City's retired rehired
By Robbie Dingeman
Advertiser City Hall Writer
The city has put 83 retired municipal workers back on the payroll this year, some as well-paid temporary employees who essentially return to their old jobs on short-term contracts while continuing to collect a government pension.
Advertiser library photo Feb. 19, 2002
"What happened to doing more with less? They cut back, and look, they're bringing them back again. That's very questionable," said John DeSoto, Council Chairman.
Advertiser library photo Feb. 19, 2002
Council Chairman John DeSoto said the practice creates what appears to be a patronage system for favored city workers.
He questioned why the city was filling so many vacancies while trying to cut costs through attrition.
"What happened to doing more with less?" DeSoto said. "They cut back, and look, they're bringing them back again. That's very questionable."
City Managing Director Ben Lee defended the practice, saying it's hard to find experienced professionals in some highly technical administrative jobs. In most cases, he said, the retirees are helping during a transition, training junior employees. He praised the group's institutional memory, knowledge and skill.
"They're all absolutely wonderful people they work as if they are three people," he said.
Some City Council members say they are troubled that retirees are being placed in fairly high-paying positions while continuing to collect pension benefits, which can amount to as much as 60 percent of the salary they earned in their highest-paying years on the job.
Council Budget Chairwoman Ann Kobayashi said she was surprised by the large number of retirees who had been called back to work.
She wants to find out how widespread the practice is and what the administration has done to try to fill the jobs permanently.
The head of the state's largest public-worker union believes that promoting workers into permanent positions makes for more accountability than relying on short-term contracts.
"When it prevents incumbent employees from being promoted, it's really, really bad for morale," said Russell Okata, executive director of the 25,000-member Hawai'i Government Employees Association. "I believe the public is best served when you have permanent career civil service employees doing the public's work."
Long-term employees provide continuity and commitment, Okata said, because "it's your neck that's on the line. When you're there for 89 days, I don't believe that's the type of public service employee that we would want."

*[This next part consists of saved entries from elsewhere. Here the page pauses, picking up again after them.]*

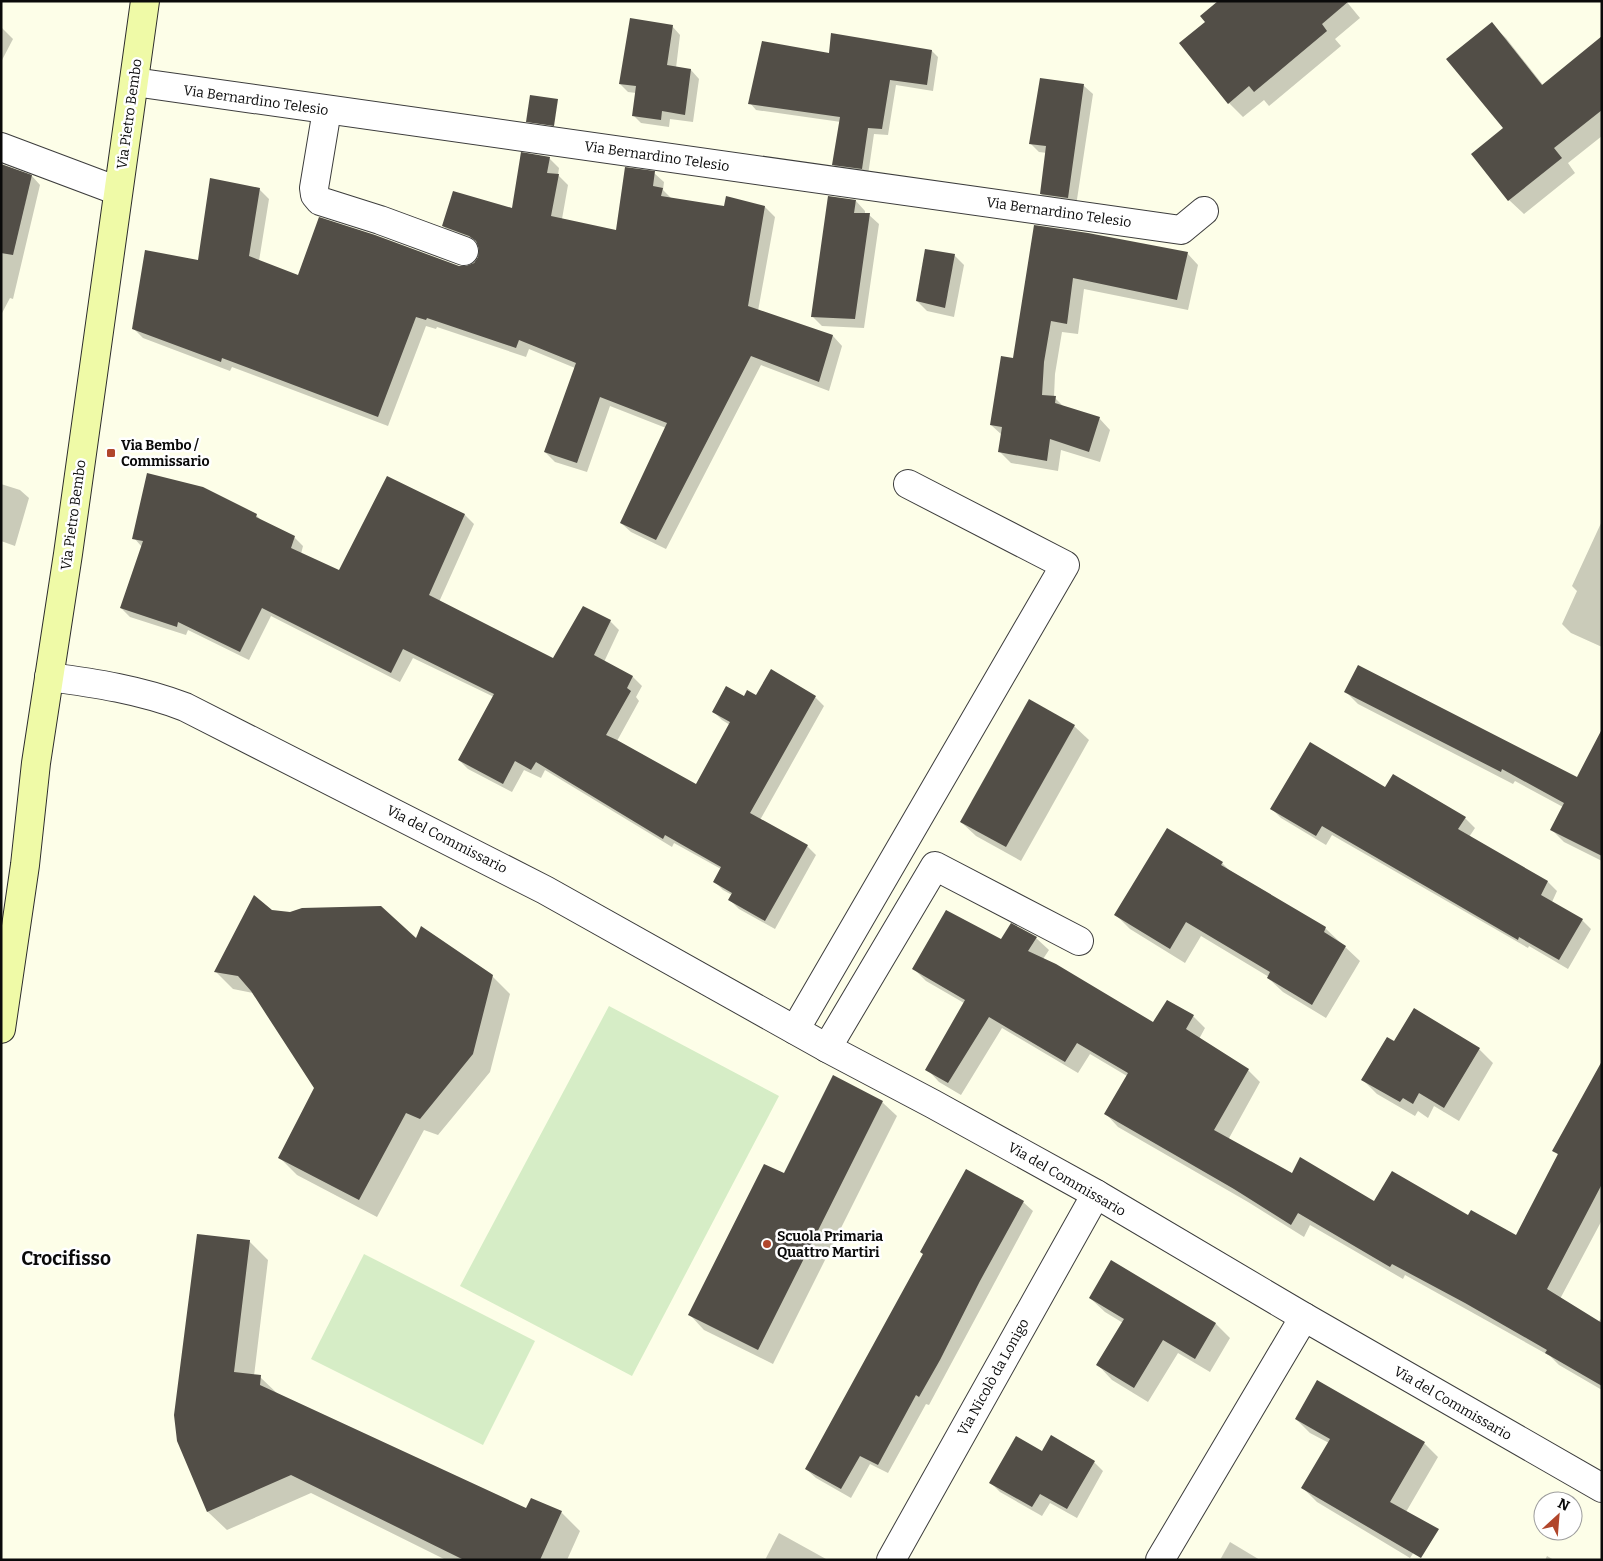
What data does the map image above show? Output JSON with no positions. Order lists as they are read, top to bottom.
{
  "streets": {
    "main road": ["Via Pietro Bembo"],
    "street": ["Via Bernardino Telesio", "Via del Commissario", "Via Nicolò da Lonigo"]
  },
  "crossings": [
    ["Via Bernardino Telesio", "Via Pietro Bembo"],
    ["Via Pietro Bembo", "Via del Commissario"],
    ["Via del Commissario", "Via Nicolò da Lonigo"]
  ],
  "districts": ["Crocifisso"],
  "places": {
    "transit": ["Via Bembo / Commissario"],
    "other": ["Scuola Primaria Quattro Martiri"]
  },
  "north": "top right"
}
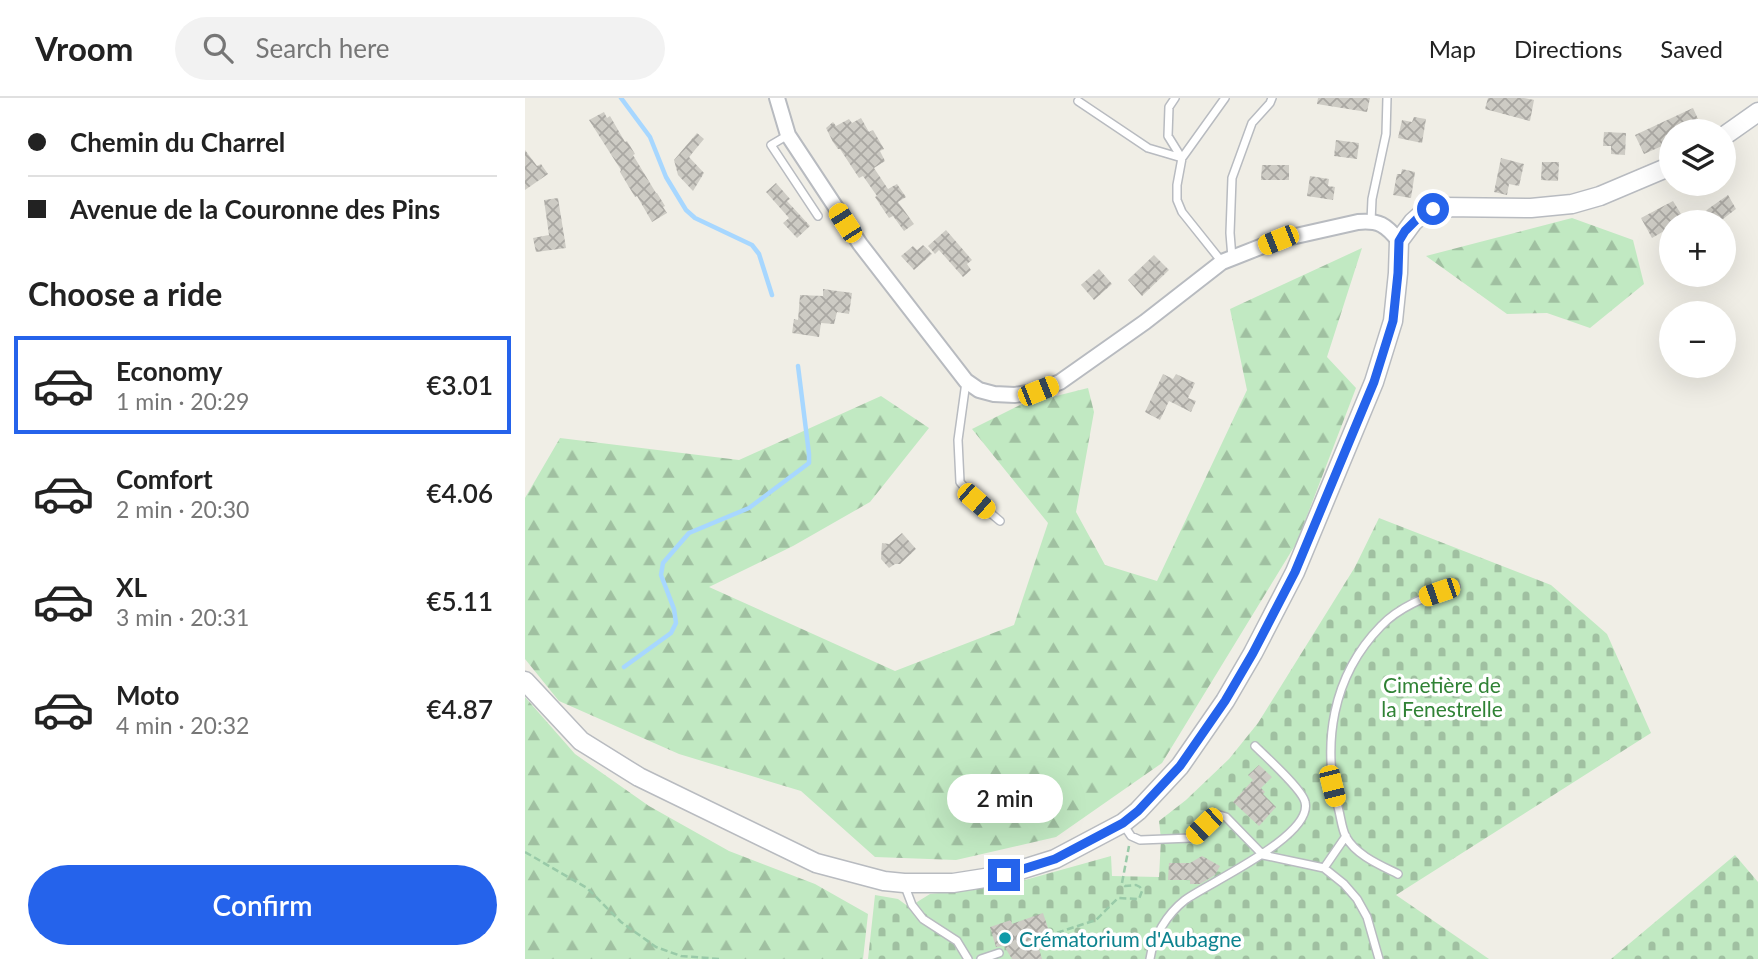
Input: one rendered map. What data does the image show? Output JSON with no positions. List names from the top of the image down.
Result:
{
  "parks": ["Cimetière de la Fenestrelle"],
  "places": ["Crématorium d'Aubagne"],
  "page": {
    "header": "Vroom",
    "search": "Search here",
    "nav": ["Map", "Directions", "Saved"],
    "banner": ["Chemin du Charrel", "Avenue de la Couronne des Pins"],
    "map_buttons": ["+", "−"],
    "heading": "Choose a ride",
    "list": [
      {
        "name": "Economy",
        "note": "1 min · 20:29",
        "value": "€3.01"
      },
      {
        "name": "Comfort",
        "note": "2 min · 20:30",
        "value": "€4.06"
      },
      {
        "name": "XL",
        "note": "3 min · 20:31",
        "value": "€5.11"
      },
      {
        "name": "Moto",
        "note": "4 min · 20:32",
        "value": "€4.87"
      }
    ],
    "bubble": "2 min",
    "buttons": "Confirm"
  }
}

The city hires the retirees on 89-day contracts, a day short of becoming permanent hires. Workers generally take a day's break between contracts. Lee said there are no guidelines on how long a retiree might be contracted; it depends on the assignment.
He said Aton, a 32-year police veteran, had agreed to take the civil defense position after the department chief and second-in-command retired, leaving the agency with its top positions vacant.
Longtime city appointee Joe Magaldi was reassigned temporarily from Parks and Recreation as Aton's assistant. He is paid $5,959 a month.
Soon after his retirement, Aton was appointed by Mayor Jeremy Harris to a salaried position in the Office of Waikiki Development, a position he held for several years.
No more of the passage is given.